Smoking is highly prevalent in the substance use population and trials of smoking cessation among patients actively receiving treatment for substance use disorder have yielded modest quit rates. However, smoking cessation is not routinely provided due to the ungrounded belief it will interfere with recovery from the primary substance use problem.

Objectives:

The objective of this qualitative study was to determine the perceptions of smoking cessation in a substance use population.

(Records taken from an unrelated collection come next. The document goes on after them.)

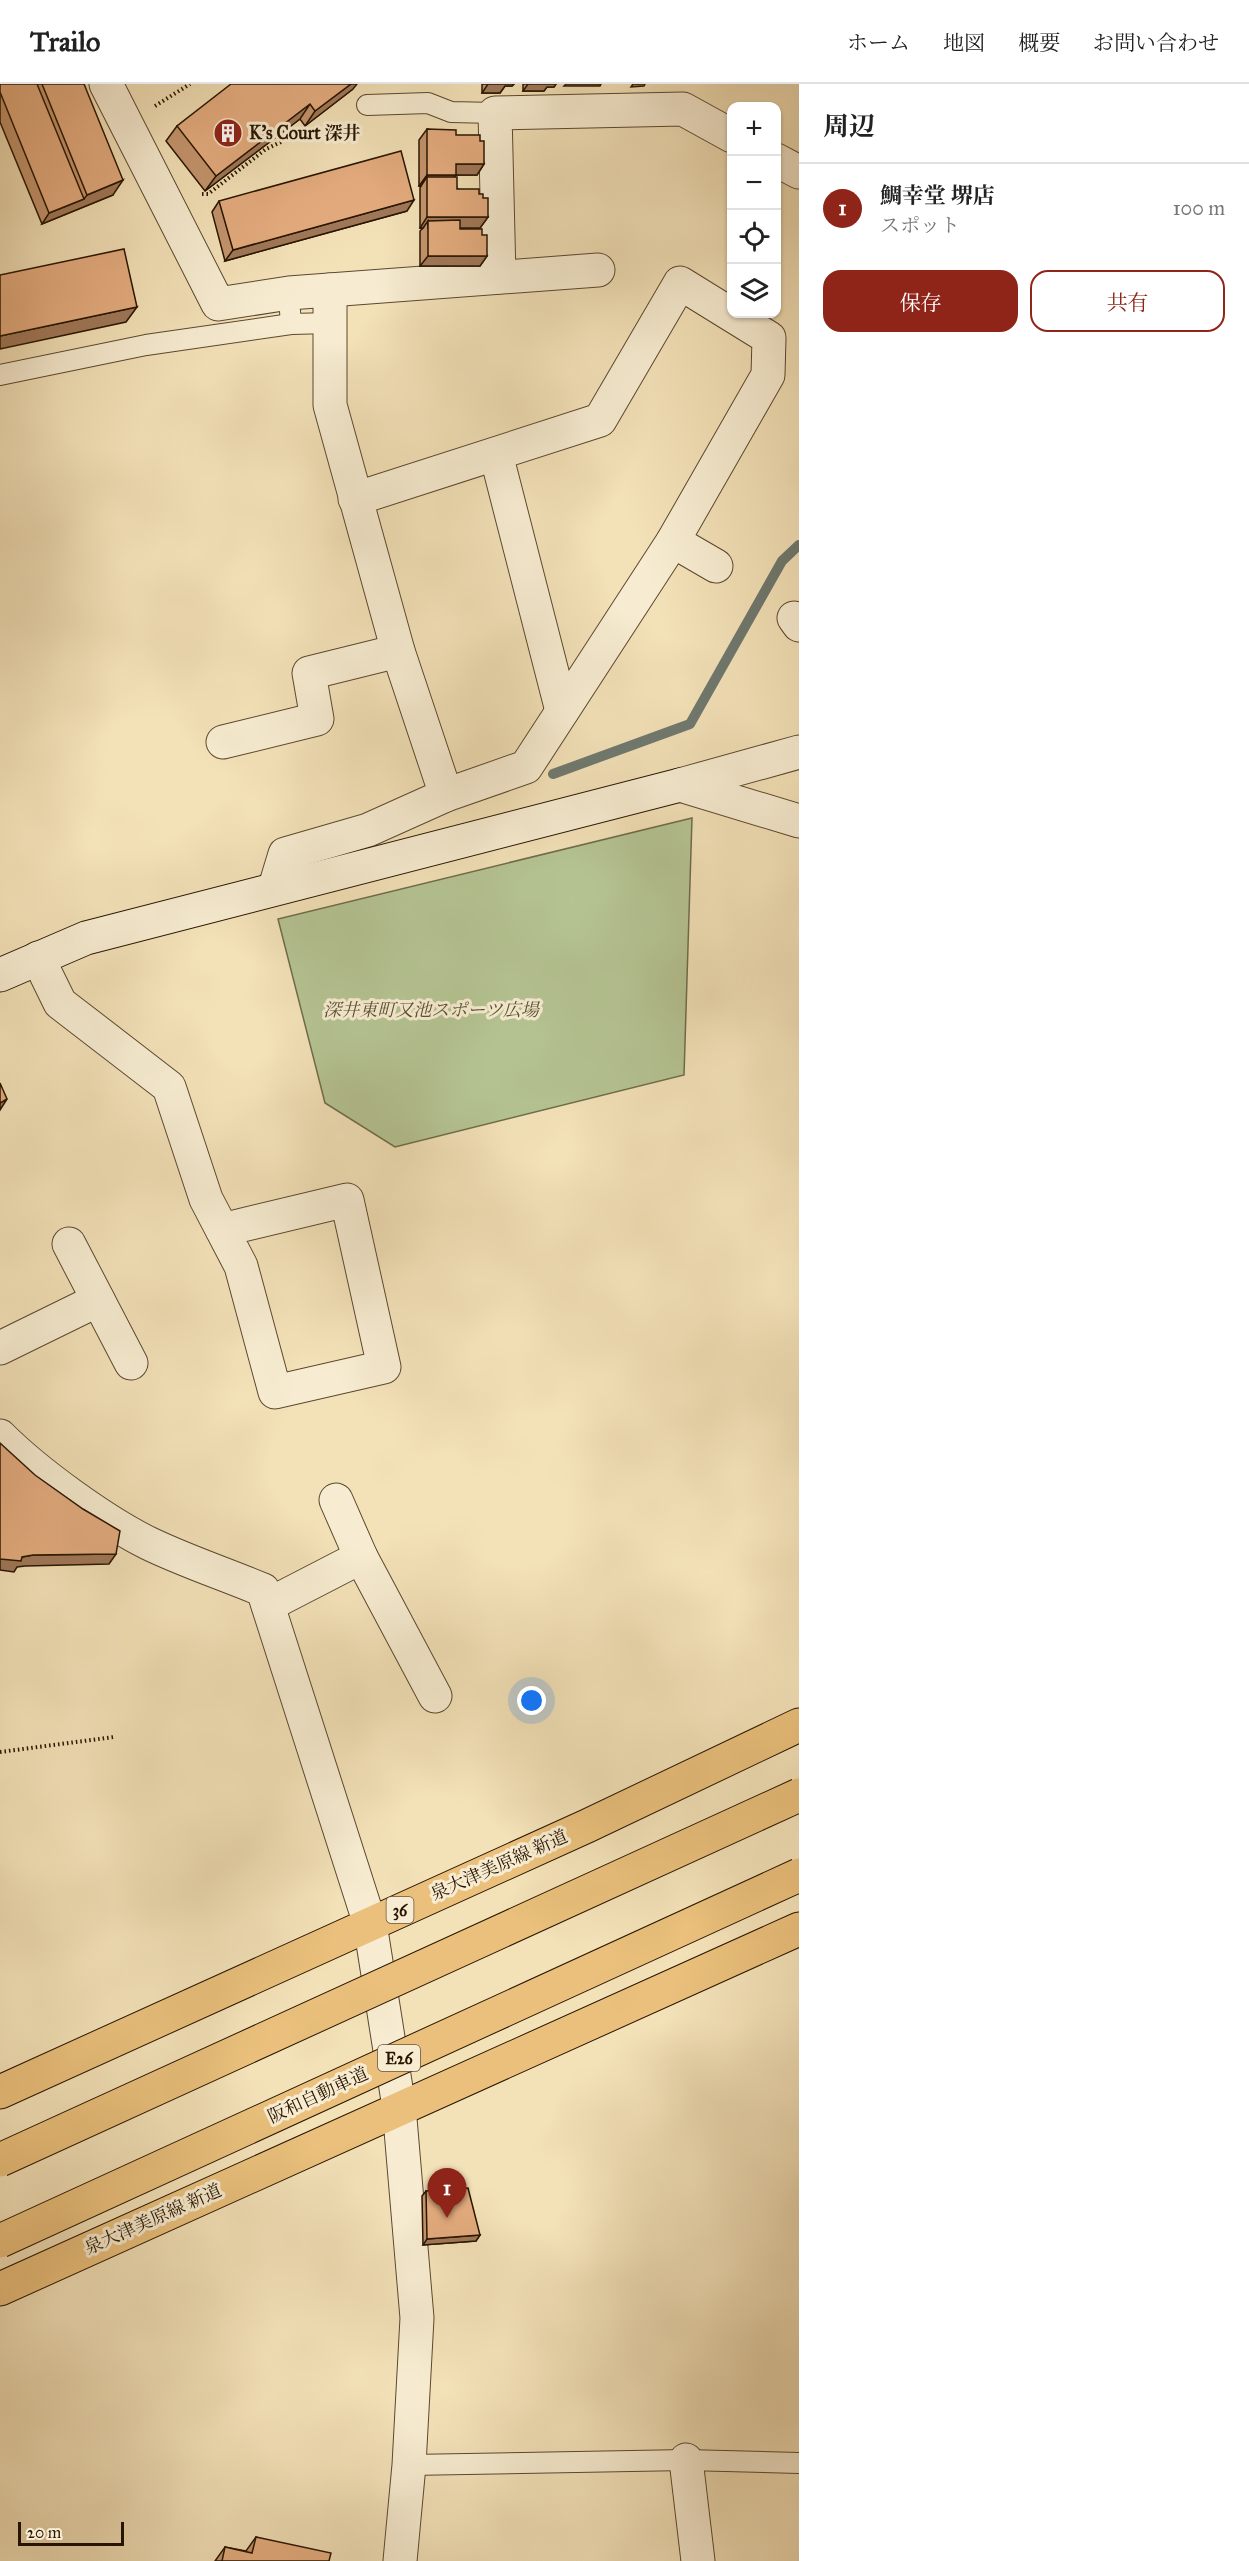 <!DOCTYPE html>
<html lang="ja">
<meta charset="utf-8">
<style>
body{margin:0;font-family:"IM FELL Great Primer","Noto Serif JP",serif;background:#f2f2f2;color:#222}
.controls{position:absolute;right:18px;top:18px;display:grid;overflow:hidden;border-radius:12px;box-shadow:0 2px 4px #0004}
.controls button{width:54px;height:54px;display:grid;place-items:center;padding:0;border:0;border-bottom:2px solid #e0e0e0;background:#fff;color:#222;font:30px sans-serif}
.scale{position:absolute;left:18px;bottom:15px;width:106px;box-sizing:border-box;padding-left:6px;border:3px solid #281501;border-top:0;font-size:16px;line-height:21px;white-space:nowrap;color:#281501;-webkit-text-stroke:4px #f7ecd1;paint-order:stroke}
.you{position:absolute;left:532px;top:1617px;width:21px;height:21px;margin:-15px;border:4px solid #fff;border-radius:50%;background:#1a73e8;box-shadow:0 0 0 9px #1a73e833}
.badge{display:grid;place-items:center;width:39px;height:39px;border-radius:50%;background:#8f2418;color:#fff;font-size:20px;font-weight:700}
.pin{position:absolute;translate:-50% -50px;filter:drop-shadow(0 2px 3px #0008)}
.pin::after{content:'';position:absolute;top:32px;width:21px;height:18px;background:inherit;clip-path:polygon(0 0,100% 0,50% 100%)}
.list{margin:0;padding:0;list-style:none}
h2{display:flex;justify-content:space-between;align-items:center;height:78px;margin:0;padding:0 24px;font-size:26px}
h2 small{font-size:20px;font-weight:400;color:#767676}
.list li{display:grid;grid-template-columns:39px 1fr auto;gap:18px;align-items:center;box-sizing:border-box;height:90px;padding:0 24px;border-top:2px solid #e0e0e0}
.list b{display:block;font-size:22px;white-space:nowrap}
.list p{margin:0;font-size:20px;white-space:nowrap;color:#767676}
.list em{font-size:20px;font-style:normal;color:#767676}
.actions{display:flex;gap:12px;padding:18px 24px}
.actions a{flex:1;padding:14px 0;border:2px solid #8f2418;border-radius:18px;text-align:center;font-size:21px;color:#8f2418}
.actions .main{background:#8f2418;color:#fff}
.icon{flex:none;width:33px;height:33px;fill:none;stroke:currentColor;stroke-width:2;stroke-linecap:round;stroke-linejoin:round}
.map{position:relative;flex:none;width:799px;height:2477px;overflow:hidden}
header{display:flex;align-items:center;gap:36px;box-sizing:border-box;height:84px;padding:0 30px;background:#fff;border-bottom:2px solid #e0e0e0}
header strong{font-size:28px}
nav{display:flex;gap:33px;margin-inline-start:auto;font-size:21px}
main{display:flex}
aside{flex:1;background:#fff}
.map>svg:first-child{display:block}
</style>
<header>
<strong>Trailo</strong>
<nav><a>ホーム</a><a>地図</a><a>概要</a><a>お問い合わせ</a></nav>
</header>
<main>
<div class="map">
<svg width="799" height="2477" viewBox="0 0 799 2477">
<rect width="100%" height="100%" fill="#f3e1b8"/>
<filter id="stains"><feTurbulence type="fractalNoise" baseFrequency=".00333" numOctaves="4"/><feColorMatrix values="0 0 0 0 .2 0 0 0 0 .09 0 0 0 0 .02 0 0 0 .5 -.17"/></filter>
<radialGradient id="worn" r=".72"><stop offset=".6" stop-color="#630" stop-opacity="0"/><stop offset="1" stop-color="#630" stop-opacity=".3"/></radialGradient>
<polygon fill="#b5c493" stroke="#6e6c4a" stroke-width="1.5" points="692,734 684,991 395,1063 325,1019 278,835"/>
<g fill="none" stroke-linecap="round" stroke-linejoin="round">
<polyline stroke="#6f796f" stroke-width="10" points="553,690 690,640 782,477 799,461"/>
<g stroke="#5b482f" stroke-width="22">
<g id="lane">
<polyline points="367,21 428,19 451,28 495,29"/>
<polyline points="290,227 291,240 330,239"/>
<polyline points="0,291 146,261 291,240"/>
<polyline points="409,2381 686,2376 799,2379"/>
</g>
</g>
<g stroke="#5b482f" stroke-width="35">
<g id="street">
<polyline points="106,0 218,220 289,209 598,186"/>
<polyline points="776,76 799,88"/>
<polyline points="499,193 495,29 683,25 732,52"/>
<polyline points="330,206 330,321 398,567 446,711"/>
<polyline points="496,370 562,627"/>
<polyline points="673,457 716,482"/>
<polyline points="794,534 799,541"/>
<polyline points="223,658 317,635 309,589 398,567"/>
<polyline points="680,701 799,737"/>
<polyline points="680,701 799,668"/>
<polyline points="275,803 285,770 368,746 446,711 526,683 673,457 768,291 769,254 680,199 600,336 355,415"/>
<polyline points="38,874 60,919 169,1003 206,1115 241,1182 275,1308 384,1283 347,1116 222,1146"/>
<polyline points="69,1160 131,1279"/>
<polyline points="0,1264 98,1216"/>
<path d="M0 1352C36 1388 102 1436 148 1459 185 1477 225 1490 263 1506L370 1840 399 2023 417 2234 409 2381 400 2477"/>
<polyline points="336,1416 361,1473 435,1612"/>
<polyline points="268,1521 361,1473"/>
<polyline points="686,2376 698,2477"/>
</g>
</g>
<g stroke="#281501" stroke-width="35">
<polyline id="secondary" points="0,891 86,854 680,701"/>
</g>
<g stroke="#281501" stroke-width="35">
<g id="primary">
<polyline points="0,2008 587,1742 799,1641"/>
<polyline points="0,2205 799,1845"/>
</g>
</g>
<g stroke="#281501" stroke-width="4" stroke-dasharray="1.5 3" stroke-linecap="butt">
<polyline points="155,22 190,0"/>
<polyline points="202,110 208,110 266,65 281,58"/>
<polyline points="0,1668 114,1653"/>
</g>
<use href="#lane" stroke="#f7ecd1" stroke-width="20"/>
<use href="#street" stroke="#f7ecd1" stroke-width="33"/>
<use href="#secondary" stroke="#f7ecd1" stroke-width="33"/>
<use href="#primary" stroke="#eac07c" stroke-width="33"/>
<g stroke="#281501" stroke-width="35" stroke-linecap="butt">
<g id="highway-bridge">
<polyline points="0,2076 799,1711"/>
<polyline points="0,2157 799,1791"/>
</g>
</g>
<use href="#highway-bridge" stroke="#eac07c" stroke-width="33"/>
</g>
<g fill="#c4946d" stroke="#281501" stroke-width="1.5">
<polygon points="0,0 84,0 113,111 42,140 0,38"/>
<polygon points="482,0 514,0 512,2 505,2 500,9 482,9"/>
<polygon points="523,0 556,0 554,3 547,3 544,7 523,7"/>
<polygon points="353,5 305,42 300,35 205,107 166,57 177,42"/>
<polygon points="427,45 480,57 484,80 477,91 456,91 455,93 457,105 479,110 483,114 488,133 480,144 460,144 460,145 482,151 487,172 480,182 420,182 420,147 423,144 420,144 420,104 421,102 419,102 419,56"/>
<polygon points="219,117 407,127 225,177 212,128"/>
<polygon points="426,2107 480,2151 476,2157 423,2161 422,2112"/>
<polygon points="256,2453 329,2477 215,2477 225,2463 246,2467"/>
</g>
<g fill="#a07859" stroke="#281501" stroke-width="1.5">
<polygon points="351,0 357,0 353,5 305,42 315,27"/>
<polygon points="488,0 514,0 512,2 505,2 500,9 482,9"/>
<polygon points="528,0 556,0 554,3 547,3 544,7 523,7"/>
<polygon points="566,0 601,0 600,2 564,2"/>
<polygon points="633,0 645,0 644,2 631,3"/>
<polygon points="310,20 300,35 205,107 216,92"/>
<polygon points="456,80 484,80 477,91 449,91"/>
<polygon points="427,91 456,91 449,102 427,93 421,102 419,102"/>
<polygon points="123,96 113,111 42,140 49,129 84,115 87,111"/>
<polygon points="414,116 407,127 225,177 233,166"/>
<polygon points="427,133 488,133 480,144 428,144 428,137 423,144 420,144"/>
<polygon points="428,172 487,172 480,182 420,182"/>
<polygon points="137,223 126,238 0,265 0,252"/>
<polygon points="7,1015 0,1026 0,1019"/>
<polygon points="116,1470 109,1480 25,1482 17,1483 14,1488 0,1486 0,1475 22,1473 33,1471"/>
<polygon points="480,2151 476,2157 423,2161 427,2155"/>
</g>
<g fill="#e4ac7f" stroke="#281501" stroke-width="1.5">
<polygon points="0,0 37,0 84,115 49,129 0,8"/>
<polygon points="42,0 84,0 123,96 87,111"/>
<polygon points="231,0 351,0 315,27 310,20 216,92 177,42"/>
<polygon points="427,45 456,46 456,51 480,51 480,57 484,57 484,80 456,80 456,91 427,91"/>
<polygon points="401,67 414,116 233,166 219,117"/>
<polygon points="427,93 457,93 457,105 479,105 479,110 483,110 483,114 488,114 488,133 427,133"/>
<polygon points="460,136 460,145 482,145 482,151 487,151 487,172 428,172 428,137"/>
<polygon points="124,165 137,223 0,252 0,191"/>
<polygon points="0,999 7,1015 0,1019"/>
<polygon points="0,1359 35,1391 83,1425 120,1447 116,1470 33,1471 22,1473 21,1477 0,1475"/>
<polygon points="468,2104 480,2151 427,2155 426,2107"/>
<polygon points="256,2453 331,2469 329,2477 222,2477 225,2463 252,2469"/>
</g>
<defs>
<g id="building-disc" transform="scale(1.5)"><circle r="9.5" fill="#8f2418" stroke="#f7ecd1"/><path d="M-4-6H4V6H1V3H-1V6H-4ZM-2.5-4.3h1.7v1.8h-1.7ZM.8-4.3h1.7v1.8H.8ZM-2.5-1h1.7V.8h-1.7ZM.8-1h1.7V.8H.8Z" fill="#fff"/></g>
</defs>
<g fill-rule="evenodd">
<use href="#building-disc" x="228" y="49"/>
</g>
<g text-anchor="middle" stroke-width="6" stroke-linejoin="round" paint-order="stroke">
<g fill="#f7ecd1" stroke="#66563f" stroke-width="1.5">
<rect x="386.5" y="1813" width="27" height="26" rx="4.5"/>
<rect x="378" y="1961" width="42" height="26" rx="4.5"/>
</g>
<g font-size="16" font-weight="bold" fill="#281501">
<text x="400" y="1832">36</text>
<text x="399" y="1980">E26</text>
</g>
<g font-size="18" font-weight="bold" fill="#281501" stroke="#f7ecd1" text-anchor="start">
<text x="249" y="55">K's Court 深井</text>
</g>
<g font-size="18" font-style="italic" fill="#595234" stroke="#f7ecd1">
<text x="431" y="932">深井東町又池スポーツ広場</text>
</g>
<g font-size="18" fill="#281501" stroke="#f7ecd1">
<text transform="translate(499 1781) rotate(-24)" y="6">泉大津美原線 新道</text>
<text transform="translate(318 2011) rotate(-25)" y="6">阪和自動車道</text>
<text transform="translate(153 2135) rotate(-24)" y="6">泉大津美原線 新道</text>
</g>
</g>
<rect width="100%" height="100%" filter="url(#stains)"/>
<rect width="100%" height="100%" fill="url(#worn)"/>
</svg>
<div class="controls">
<button>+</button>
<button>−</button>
<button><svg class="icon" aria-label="locate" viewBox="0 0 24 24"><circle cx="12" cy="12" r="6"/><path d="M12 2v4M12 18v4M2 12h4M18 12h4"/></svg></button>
<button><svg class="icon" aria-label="layers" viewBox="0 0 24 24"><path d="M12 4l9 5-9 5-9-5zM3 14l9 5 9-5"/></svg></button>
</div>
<div class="scale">20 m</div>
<div class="you"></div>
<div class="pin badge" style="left:447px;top:2134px">1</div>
</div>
<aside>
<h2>周辺<small></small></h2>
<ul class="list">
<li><span class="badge">1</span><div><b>鯛幸堂 堺店</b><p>スポット</p></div><em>100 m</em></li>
</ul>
<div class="actions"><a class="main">保存</a><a>共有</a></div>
</aside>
</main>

Specifically, we aimed to 1) identify the motivations for and barriers to cessation for clients in treatment for substance use disorder; 2) explore the attitudes of clients towards cessation efforts while actively receiving treatment for substance use disorder; 3) identify sources of social support during cessation; and 4) describe the culture of cessation at the site.

Methods:

Semi-structured, one-on-one, in-person interviews were conducted with clients at Salvation Army Harbor Light Center, a 90-day residential alcohol and other drug treatment facility in Pittsburgh, PA. All current and past smokers were invited to participate. Participants were asked to complete a brief demographic survey. Enrollment continued until thematic saturation was achieved. Interviews were transcribed verbatim and transcripts were verified. Codes were developed and themes were identified using Grounded Theory.

Results:

Sixteen interviews were conducted over a period of 6 months. Most participants were white men (68.8%) with a primary drug of choice of alcohol (75%). Thematic analysis from interviews identified 9 themes relating to the environment at the site, specific strategies and challenges related to substance use, and generalized factors impacting their confidence in success.

Conclusions:

Clients at Harbor Light face several unique barriers to quitting that are consistent with findings in the literature. Program administrators may consider adopting policies that promote cultural changes to encourage smoking cessation in the recovery community. This data will help to tailor smoking cessation services to the needs of the population.